Bladder cancer is one of the few cancers with known risk factors. The probability is increased by working with aniline dyes, contact with gasoline combustion products, chronic inflammation of the lining of the bladder (cystitis), the presence of other cancerous tumors, and genetic predisposition. Smokers get sick 5 times more often, with the experience of smoking, the risk increases. The peak incidence is between the ages of 50 and 80.


Bladder tumors are characterized by slow development and no symptoms in the early stages of the malignant process. You can suspect bladder cancer when blood appears in the urine, unpleasant sensations during urination and increasing calls to it. Such complaints should be a reason for immediate contact with a doctor who will reveal oncopathology in a timely manner, which will significantly improve the prognosis of treatment.



– Sonic examination of pelvic organs.

– Performing excretory urography.

– Invention of general urine analysis, as well as urine examination on cytology.

– Cystoscopy

– Taking blood tests for cancer cells.


The method of treating bladder cancer is selected individually for each patient, taking into account the stage of oncopathology, the general condition of the patient, the presence of metastases and comorbidities.

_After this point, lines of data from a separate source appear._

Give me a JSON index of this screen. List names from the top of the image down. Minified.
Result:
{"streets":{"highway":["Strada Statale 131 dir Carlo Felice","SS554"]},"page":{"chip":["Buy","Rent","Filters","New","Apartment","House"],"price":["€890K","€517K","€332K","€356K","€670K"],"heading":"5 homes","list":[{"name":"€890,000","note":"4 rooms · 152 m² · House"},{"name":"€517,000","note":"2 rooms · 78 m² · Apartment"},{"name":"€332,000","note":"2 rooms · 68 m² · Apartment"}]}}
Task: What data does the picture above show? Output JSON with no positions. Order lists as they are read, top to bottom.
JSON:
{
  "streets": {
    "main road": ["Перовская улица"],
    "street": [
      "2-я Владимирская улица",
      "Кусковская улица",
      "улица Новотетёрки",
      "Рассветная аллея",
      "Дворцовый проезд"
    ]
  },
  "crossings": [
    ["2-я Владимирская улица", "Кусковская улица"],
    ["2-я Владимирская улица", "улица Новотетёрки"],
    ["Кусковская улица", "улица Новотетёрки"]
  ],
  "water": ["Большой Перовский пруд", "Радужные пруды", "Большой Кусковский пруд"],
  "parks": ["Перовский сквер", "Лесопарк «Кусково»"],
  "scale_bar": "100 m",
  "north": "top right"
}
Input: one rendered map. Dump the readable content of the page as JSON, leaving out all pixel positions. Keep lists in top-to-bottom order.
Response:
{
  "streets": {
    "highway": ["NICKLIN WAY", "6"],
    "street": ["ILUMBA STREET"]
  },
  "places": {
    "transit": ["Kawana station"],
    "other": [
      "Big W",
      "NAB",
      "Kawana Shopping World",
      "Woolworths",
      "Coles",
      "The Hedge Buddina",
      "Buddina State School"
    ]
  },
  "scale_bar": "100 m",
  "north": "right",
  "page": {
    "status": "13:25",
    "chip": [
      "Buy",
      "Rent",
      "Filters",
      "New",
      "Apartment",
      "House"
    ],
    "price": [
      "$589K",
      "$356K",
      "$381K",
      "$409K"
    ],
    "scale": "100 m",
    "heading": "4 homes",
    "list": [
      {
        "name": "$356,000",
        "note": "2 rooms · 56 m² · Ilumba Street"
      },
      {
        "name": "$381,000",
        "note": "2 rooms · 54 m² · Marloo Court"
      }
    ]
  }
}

Transurethral resection of bladder cancer (TURBT) . With transurethral resection of the bladder, the tumor is removed through the urethra endoscopically by an electrical loop. The bladder walls are then treated with a ball electrode to stop bleeding and completely destroy the tumor cells. Extract – 2-3 days after surgery.

Laser enucleation of bladder cancer (ThuLEBT) . A technically laser operation is similar to a TURBT. A tool with a diameter with a ball handle rod is started through the urethra under sparing spinal anesthesia. After cutoff, the tumor is removed with special forceps along the lumen of the endoscopic instrument. advantage: the laser carefully cauterizes the vessels and has a good hemostatic effect.

Bladder removal surgery (cystectomy) with reconstruction . In deep germination, when the tumor strucks the deep muscle layers and the surrounding organ fat, cystectomy – removal of the bladder is indicated. When affected by metastases of lymph nodes and adjacent organs, cystectomy is accompanied by their removal. Cystectomy is performed laparoscopically, without a cavity incision. Endoscopic equipment is started through several punctures in the abdomen. After removal of the organ, plastic is performed – an artificial bladder is formed from the intestine (intestinal conduction) or uretherocutaneostomy is carried out.

Partial cystectomy is the removal of part of the bladder. The readings are performed in a number of modifications.